Dataset items
──────────

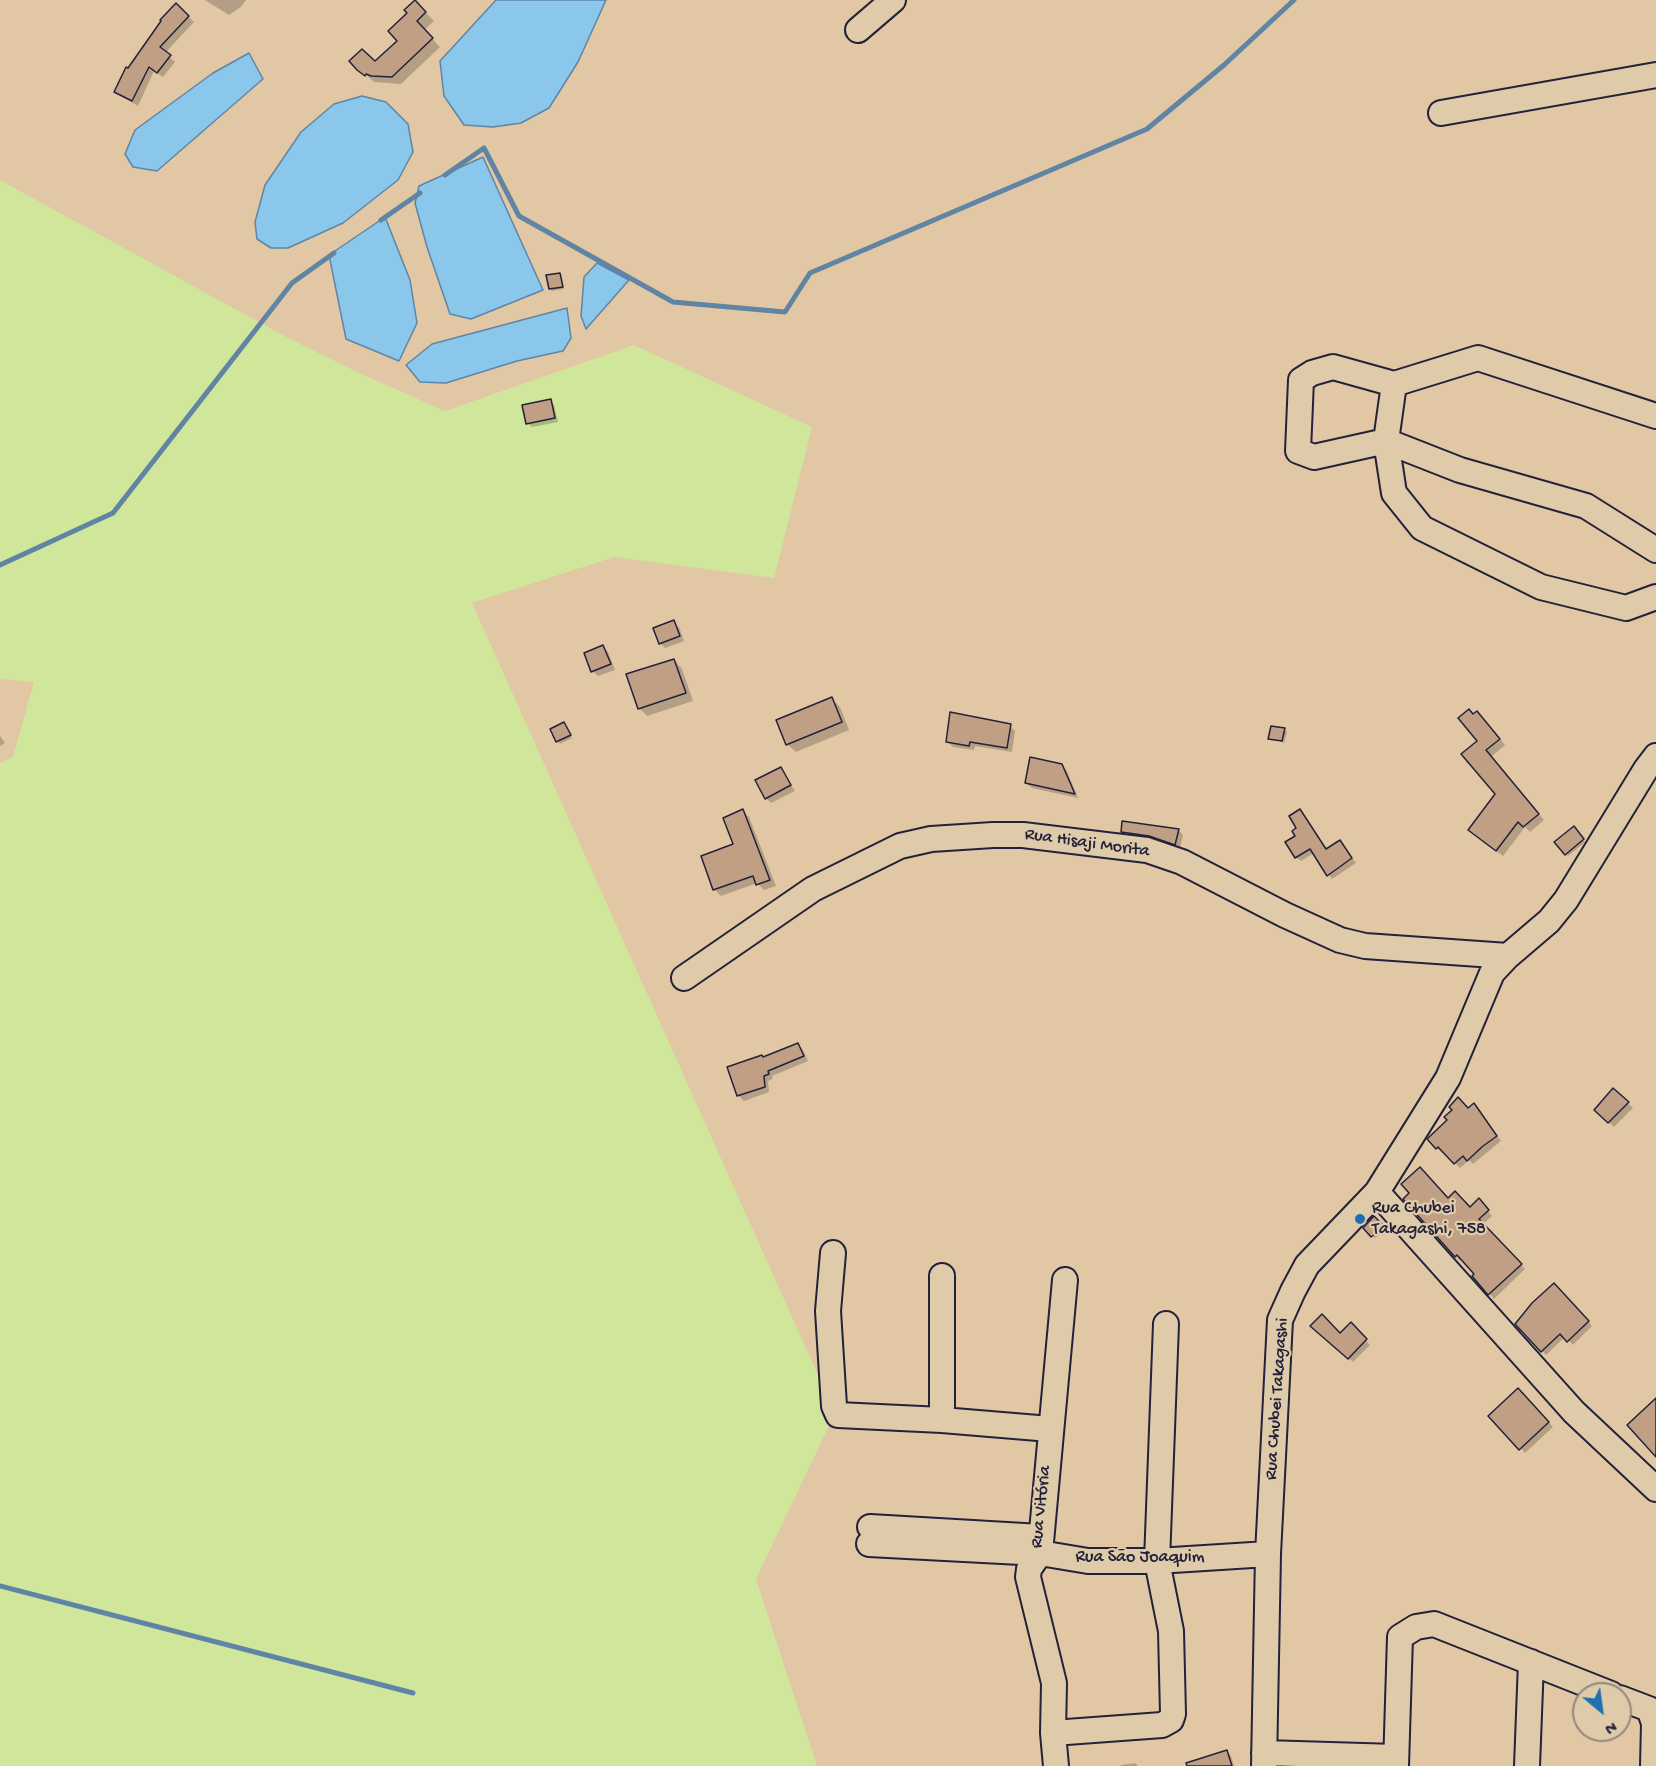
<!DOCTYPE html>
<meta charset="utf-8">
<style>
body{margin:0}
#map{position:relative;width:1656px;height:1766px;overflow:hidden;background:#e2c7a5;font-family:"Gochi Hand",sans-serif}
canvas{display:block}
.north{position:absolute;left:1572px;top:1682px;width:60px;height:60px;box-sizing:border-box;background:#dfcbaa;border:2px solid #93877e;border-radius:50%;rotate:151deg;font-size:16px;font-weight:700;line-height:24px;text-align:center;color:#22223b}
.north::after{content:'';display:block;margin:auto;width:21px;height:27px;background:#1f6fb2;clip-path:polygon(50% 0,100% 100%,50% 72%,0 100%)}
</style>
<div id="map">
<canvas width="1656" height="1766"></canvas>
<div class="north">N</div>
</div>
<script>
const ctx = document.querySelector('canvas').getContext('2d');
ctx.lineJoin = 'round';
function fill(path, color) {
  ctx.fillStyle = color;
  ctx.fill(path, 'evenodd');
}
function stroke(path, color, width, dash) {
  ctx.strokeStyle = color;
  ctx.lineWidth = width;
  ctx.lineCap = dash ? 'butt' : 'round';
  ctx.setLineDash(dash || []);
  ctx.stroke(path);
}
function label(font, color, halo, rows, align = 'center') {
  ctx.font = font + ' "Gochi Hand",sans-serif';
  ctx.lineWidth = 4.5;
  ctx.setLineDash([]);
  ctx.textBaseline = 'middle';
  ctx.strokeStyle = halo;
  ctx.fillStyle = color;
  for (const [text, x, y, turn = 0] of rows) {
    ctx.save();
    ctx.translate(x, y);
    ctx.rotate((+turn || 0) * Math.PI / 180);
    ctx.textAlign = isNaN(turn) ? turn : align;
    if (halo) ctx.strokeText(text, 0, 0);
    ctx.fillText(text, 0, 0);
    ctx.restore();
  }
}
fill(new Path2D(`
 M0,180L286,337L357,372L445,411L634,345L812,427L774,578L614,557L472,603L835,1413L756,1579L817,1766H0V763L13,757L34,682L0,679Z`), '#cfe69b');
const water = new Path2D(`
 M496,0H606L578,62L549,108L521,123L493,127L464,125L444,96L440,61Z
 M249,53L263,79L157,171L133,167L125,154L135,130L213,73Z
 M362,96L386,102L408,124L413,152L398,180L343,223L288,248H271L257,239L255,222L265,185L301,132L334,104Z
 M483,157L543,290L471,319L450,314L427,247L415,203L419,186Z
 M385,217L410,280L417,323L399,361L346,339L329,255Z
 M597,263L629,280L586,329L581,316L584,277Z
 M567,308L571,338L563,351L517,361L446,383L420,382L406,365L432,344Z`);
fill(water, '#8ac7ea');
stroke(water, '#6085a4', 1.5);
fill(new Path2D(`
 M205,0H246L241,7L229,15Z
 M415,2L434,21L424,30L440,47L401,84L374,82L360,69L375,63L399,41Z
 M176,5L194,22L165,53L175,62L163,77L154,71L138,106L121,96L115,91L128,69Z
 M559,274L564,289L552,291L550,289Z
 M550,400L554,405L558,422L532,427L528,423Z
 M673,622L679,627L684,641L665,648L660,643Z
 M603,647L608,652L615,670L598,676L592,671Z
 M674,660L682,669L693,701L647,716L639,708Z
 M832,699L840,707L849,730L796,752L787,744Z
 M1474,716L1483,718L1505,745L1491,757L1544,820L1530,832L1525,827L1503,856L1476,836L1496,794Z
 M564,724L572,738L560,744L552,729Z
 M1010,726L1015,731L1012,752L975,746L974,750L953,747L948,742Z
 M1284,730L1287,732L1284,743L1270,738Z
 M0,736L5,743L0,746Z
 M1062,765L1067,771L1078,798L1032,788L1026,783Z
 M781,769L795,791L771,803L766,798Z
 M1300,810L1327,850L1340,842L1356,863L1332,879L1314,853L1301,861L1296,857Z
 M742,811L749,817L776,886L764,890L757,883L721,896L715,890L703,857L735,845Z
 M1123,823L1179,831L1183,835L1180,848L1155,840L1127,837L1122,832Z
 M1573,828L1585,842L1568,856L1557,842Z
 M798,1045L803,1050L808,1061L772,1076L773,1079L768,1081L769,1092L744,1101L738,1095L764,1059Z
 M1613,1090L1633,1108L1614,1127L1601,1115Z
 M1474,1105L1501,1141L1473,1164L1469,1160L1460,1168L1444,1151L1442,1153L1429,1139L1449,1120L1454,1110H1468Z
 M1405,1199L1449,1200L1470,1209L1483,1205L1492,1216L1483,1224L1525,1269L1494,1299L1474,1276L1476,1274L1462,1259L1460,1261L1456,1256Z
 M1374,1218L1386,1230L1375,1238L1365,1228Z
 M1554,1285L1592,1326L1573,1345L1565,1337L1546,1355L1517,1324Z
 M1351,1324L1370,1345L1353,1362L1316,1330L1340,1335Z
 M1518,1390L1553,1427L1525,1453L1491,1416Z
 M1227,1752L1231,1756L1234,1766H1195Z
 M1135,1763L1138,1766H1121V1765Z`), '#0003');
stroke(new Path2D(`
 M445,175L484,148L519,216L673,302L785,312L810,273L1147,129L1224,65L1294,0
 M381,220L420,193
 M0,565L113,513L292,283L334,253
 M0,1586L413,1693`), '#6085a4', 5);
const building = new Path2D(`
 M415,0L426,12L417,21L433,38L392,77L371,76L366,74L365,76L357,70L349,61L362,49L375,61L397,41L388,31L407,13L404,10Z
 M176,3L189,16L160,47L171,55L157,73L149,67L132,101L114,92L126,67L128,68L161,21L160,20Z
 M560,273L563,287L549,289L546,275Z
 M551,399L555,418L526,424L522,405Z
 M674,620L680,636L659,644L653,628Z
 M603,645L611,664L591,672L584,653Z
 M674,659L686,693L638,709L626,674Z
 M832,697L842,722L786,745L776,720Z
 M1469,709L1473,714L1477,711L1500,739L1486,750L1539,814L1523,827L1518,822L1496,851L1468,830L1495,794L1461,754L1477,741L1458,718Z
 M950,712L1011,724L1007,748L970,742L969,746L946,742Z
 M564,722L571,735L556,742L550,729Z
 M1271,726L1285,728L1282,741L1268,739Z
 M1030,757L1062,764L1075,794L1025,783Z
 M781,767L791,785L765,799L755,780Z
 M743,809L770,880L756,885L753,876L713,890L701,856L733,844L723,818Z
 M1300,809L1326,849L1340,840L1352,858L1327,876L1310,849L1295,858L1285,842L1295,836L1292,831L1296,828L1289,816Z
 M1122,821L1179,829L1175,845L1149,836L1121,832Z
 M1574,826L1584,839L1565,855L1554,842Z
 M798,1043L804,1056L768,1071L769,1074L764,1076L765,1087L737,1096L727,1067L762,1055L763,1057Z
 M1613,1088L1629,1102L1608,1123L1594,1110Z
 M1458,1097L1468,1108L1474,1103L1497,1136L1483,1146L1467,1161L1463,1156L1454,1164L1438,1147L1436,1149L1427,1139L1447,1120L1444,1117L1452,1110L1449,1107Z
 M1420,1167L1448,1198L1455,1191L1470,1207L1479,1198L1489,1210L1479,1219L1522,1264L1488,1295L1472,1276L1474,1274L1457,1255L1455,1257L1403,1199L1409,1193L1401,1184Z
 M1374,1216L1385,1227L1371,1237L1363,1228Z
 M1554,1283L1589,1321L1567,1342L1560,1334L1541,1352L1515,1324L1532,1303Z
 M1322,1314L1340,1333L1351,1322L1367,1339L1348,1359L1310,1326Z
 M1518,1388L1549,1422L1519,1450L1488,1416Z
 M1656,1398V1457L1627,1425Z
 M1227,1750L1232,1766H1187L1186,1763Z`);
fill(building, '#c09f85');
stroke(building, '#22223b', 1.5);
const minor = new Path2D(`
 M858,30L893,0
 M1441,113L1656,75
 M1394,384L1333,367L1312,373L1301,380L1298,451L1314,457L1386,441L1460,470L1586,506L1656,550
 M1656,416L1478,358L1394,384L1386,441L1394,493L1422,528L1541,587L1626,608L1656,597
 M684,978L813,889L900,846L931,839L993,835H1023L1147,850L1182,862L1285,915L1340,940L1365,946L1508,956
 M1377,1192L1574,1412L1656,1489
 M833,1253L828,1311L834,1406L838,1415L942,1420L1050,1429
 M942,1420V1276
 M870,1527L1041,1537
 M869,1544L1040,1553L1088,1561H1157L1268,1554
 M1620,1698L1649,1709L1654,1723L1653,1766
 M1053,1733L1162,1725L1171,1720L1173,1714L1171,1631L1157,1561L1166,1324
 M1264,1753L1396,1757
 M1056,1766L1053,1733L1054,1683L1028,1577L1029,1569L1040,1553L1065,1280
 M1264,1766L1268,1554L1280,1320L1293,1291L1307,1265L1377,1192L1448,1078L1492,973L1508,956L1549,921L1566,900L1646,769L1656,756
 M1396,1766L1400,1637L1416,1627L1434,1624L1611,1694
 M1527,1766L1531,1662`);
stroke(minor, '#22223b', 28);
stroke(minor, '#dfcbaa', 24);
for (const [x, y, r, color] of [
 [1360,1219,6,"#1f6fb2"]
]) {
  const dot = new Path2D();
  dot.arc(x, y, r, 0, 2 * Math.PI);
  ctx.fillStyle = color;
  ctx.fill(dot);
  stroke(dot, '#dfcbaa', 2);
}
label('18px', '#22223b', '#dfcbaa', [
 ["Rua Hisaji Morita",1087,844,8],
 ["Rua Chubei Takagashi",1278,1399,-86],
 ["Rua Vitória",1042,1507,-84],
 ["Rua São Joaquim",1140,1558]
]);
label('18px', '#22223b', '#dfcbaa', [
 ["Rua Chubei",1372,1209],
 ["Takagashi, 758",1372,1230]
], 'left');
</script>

──────────

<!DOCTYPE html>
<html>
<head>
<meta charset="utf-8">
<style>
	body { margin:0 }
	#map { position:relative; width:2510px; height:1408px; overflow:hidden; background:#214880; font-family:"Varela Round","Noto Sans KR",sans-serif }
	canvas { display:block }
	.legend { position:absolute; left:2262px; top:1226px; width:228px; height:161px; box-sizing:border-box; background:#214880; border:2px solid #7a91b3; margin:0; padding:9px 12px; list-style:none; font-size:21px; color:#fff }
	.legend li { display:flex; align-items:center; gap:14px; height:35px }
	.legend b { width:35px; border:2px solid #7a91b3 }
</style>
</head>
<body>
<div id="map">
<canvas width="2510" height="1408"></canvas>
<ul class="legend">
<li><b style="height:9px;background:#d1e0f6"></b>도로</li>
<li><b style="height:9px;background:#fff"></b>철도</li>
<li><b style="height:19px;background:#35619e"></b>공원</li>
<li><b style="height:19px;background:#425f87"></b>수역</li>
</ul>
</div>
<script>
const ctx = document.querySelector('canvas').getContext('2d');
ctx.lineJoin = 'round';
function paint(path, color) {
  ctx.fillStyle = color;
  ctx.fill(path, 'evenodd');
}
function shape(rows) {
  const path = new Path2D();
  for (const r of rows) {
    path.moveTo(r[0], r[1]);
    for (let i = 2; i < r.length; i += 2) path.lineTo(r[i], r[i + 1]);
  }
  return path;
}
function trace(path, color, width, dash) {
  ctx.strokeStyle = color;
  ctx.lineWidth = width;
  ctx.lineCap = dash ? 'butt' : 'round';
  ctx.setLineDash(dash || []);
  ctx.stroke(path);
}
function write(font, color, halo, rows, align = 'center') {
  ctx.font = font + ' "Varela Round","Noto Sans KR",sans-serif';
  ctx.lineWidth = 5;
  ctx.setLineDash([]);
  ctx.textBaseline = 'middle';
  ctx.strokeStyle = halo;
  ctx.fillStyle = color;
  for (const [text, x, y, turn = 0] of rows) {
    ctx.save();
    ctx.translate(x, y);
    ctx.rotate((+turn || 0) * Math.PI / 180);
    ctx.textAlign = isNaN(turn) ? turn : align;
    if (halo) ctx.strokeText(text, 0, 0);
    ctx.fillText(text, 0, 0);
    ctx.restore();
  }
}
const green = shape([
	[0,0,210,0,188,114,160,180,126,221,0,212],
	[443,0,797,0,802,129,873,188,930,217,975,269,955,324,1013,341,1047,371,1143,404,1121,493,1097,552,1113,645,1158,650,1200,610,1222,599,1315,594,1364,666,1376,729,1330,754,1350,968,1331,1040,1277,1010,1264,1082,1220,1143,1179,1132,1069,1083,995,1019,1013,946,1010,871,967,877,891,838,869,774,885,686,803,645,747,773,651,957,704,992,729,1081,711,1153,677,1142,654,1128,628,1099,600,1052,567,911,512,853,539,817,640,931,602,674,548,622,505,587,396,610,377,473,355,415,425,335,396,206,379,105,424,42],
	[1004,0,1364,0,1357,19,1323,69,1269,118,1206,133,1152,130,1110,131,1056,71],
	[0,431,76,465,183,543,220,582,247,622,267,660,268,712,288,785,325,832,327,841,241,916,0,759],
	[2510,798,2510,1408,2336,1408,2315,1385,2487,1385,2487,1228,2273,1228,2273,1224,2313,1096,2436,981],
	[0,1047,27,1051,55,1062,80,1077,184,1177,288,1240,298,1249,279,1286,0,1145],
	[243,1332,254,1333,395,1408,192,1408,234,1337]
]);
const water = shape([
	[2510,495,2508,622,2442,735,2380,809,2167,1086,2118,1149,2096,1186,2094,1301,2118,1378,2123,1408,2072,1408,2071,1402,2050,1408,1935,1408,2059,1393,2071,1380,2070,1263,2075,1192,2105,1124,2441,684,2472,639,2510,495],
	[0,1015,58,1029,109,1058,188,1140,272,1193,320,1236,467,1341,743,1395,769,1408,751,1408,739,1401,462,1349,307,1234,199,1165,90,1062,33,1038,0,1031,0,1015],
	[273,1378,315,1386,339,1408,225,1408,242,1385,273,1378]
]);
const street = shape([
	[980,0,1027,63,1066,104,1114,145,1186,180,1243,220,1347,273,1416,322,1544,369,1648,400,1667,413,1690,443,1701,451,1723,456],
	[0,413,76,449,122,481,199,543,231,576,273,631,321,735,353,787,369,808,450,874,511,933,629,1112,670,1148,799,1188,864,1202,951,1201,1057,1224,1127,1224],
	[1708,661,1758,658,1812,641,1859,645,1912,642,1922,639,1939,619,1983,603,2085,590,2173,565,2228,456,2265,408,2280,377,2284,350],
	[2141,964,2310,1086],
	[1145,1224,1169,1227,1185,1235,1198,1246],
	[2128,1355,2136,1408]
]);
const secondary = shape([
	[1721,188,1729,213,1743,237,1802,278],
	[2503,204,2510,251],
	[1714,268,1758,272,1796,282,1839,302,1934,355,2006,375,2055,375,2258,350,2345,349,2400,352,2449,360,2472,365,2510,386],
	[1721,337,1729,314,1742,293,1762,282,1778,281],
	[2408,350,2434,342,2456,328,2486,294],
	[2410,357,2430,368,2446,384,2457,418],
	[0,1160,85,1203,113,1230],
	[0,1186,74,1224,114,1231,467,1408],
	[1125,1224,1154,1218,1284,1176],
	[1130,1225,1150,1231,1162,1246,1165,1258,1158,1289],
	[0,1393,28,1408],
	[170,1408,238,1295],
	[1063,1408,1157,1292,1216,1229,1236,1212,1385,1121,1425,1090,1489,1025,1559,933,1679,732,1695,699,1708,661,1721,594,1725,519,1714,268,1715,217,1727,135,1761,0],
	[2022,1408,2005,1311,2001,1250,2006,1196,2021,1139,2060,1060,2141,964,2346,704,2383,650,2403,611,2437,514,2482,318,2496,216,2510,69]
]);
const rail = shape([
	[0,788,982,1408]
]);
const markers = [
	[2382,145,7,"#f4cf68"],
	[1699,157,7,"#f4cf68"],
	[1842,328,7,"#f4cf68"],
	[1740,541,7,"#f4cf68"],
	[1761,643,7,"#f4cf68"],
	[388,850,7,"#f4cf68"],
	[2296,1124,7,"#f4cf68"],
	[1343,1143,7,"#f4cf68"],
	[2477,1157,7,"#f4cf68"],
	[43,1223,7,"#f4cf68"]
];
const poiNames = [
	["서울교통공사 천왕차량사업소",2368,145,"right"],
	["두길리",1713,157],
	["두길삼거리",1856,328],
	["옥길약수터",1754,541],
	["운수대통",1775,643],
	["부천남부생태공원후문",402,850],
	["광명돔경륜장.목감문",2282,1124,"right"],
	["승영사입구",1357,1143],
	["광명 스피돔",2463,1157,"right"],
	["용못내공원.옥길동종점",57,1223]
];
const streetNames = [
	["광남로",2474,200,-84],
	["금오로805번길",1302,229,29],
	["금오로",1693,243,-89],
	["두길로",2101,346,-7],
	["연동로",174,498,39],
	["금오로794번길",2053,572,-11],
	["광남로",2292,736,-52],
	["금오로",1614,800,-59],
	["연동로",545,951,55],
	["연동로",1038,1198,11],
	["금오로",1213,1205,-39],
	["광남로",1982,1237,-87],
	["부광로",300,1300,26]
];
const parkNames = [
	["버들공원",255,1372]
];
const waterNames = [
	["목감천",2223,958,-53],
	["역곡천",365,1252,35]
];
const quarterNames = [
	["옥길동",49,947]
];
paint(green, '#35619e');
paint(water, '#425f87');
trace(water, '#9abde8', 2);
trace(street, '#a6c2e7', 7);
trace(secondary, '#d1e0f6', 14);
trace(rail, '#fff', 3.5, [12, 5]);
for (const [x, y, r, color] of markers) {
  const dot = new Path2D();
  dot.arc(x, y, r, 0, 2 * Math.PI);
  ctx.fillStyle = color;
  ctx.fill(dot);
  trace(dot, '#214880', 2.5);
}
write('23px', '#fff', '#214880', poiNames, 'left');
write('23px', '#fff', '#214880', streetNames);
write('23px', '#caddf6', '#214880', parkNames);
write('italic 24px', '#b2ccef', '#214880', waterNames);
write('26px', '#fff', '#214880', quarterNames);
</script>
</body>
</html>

──────────

Exercise prompt: Could you transcribe the entries above word for word, from the line with "path.moveTo(r[0], r[1]);" down to the line with "function write(font, color, halo, rows, align", keeping both?

Answer:
    path.moveTo(r[0], r[1]);
    for (let i = 2; i < r.length; i += 2) path.lineTo(r[i], r[i + 1]);
  }
  return path;
}
function trace(path, color, width, dash) {
  ctx.strokeStyle = color;
  ctx.lineWidth = width;
  ctx.lineCap = dash ? 'butt' : 'round';
  ctx.setLineDash(dash || []);
  ctx.stroke(path);
}
function write(font, color, halo, rows, align = 'center') {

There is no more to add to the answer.